# Orbea Lobular



## george kraushaar (Jan 15, 2007)

I recently picked up a very nice Orbea Lobular. It's got 9 speed Dura Ace except for the calipers which are Centaur. What do you all know about this bike and what do you think?
It's fairly light and seems quite fast.


----------



## santosjep (Jul 15, 2004)

*ahhh... brings me back*



george kraushaar said:


> I recently picked up a very nice Orbea Lobular. It's got 9 speed Dura Ace except for the calipers which are Centaur. What do you all know about this bike and what do you think?
> It's fairly light and seems quite fast.


You have one of the finest alu frames made.. IMHO. It is pretty light and a few years back, it's known for its stiffness. In the Orbea lineup, it was only second to the Orbea Starship. They use the same material. What sets apart the two are the tube shapes/sizes. 

I would keep the DA 9  and probably post some pics.. what do you say?

Joe


----------



## george kraushaar (Jan 15, 2007)

I rode the bike on our group ride today. The riders were really hammerin' and the bike allowed me to keep right up. The only problem is that I live in the mountains and I was the only rider without a compact crankset. I took the bike over to my LBS and the owner gave me a deal on an Interloc Mosaic carbon crankset. This should allow me to go up any hill that presents itself around here.


----------



## george kraushaar (Jan 15, 2007)

I've had a chance to ride a number of longer rides on the Lobular this week. It's really a very sweet all around bike with excellent handling and a very decent ride for aluminum. It's much more comfortable than the Cannondales I've owned. What it really does well is climb. It's very comfortable in that regard and I seem to be able to stay out of the saddle up long hills much longer than I could on my other bikes. Maybe it just fits me well.

There must not be many of these out there as I've had very few responses about this bike.


----------



## klr99 (Sep 4, 2004)

I have an Orbea Lobular that I bought used. My frame was used by Team Jelly Belly.

It's a very stiff and light frame. In it's time it was a much sought after frame. Climbs and sprints very well.
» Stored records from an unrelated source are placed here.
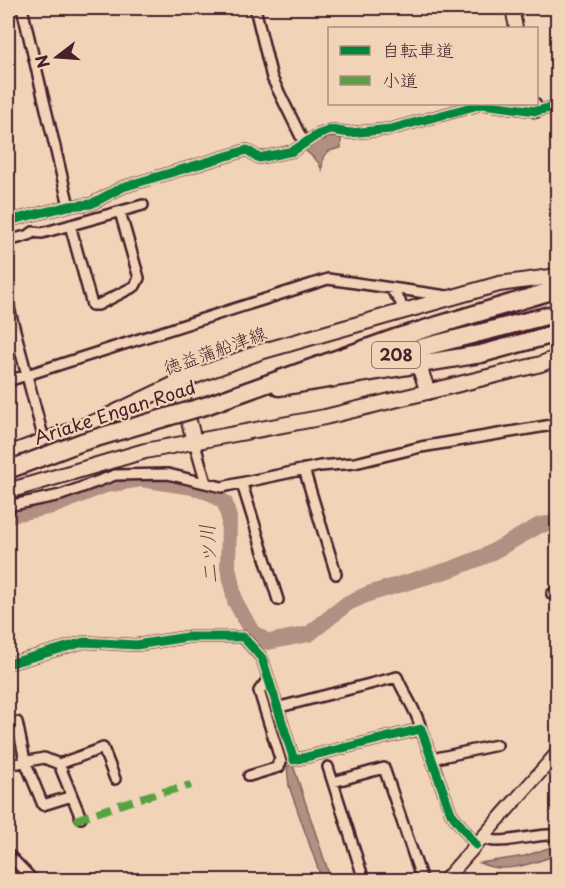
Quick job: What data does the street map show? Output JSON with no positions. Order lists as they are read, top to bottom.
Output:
{
  "streets": {
    "highway": ["208", "Ariake Engan Road"],
    "main road": ["徳益蒲船津線"]
  },
  "water": ["二ツ川"],
  "legend": ["自転車道", "小道"],
  "north": "left"
}
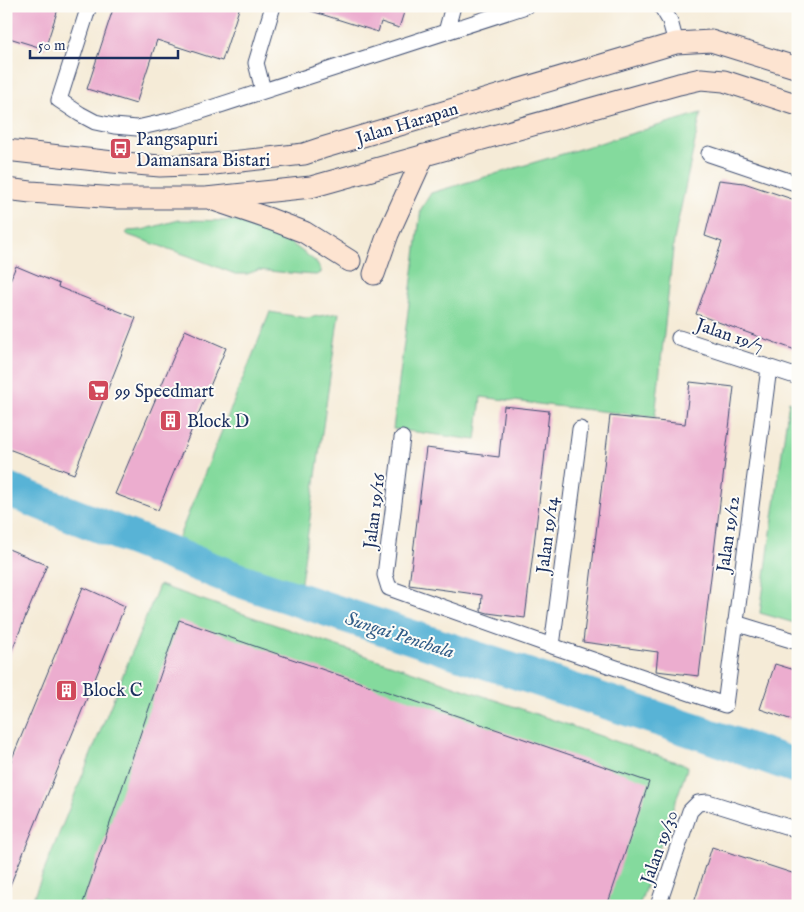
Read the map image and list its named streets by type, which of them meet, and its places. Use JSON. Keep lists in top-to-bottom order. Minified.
{"streets":{"main road":["Jalan Harapan"],"street":["Jalan 19/7","Jalan 19/16","Jalan 19/12","Jalan 19/14","Jalan 19/30"]},"crossings":[["Jalan 19/7","Jalan 19/12"],["Jalan 19/16","Jalan 19/12"],["Jalan 19/16","Jalan 19/14"],["Jalan 19/12","Jalan 19/14"]],"water":["Sungai Penchala"],"places":{"bus stop":["Pangsapuri Damansara Bistari"],"supermarket":["99 Speedmart"],"building":["Block D","Block C"]},"scale_bar":"50 m"}
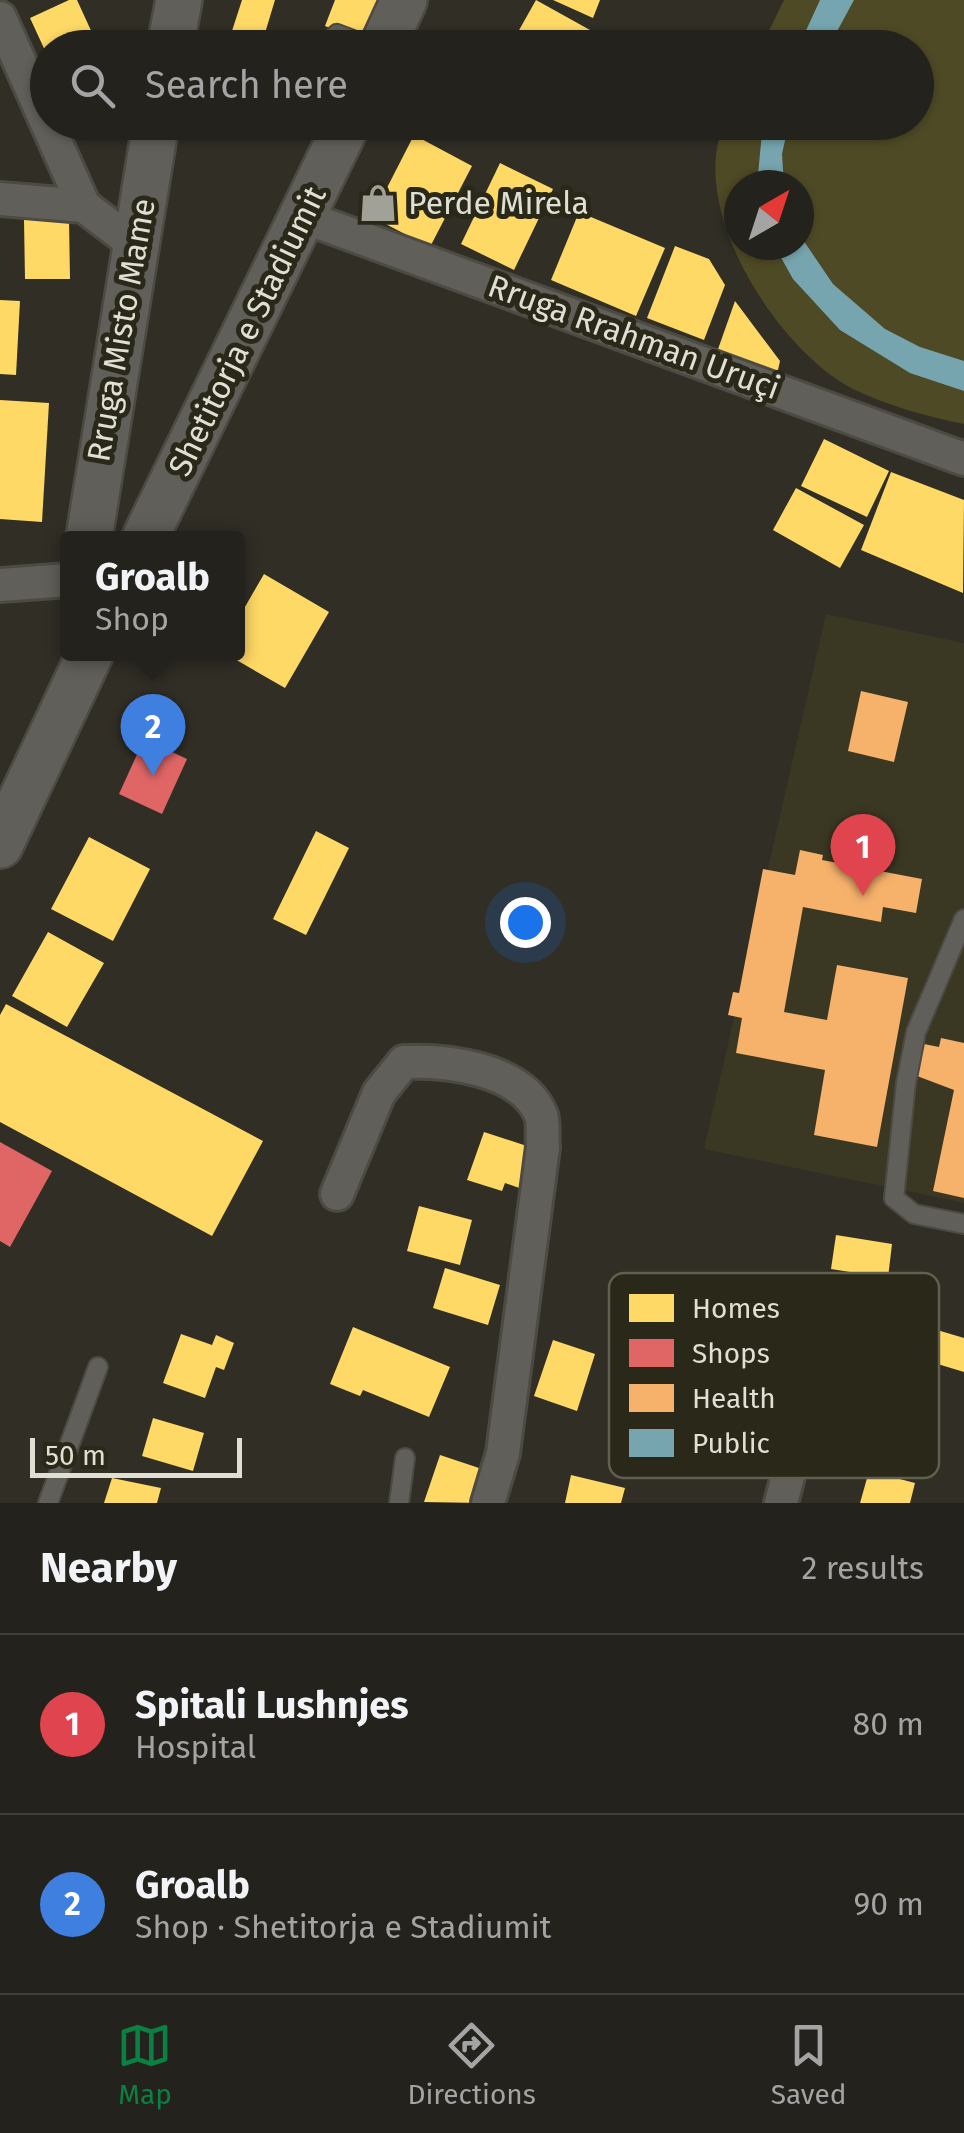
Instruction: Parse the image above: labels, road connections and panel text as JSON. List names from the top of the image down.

It is now my second bike that I'll use for crits and 2 hour rides or less.

The longer rides will be on a Look 585.


----------



## george kraushaar (Jan 15, 2007)

Any ideas where the Lobular was made?


----------



## rhauft (Aug 8, 2006)

george kraushaar said:


> Any ideas where the Lobular was made?


Alloy Orbeas were/are made in Malabia Spain in the Basque Country.
Been to the factory twice, very impressive.
Just don't tell them their Spanish


----------



## lckyby (Aug 27, 2011)

Hey, sorry to drag up such an old thread, but does anyone know what year the Lobular was put into production?

Thanks.


----------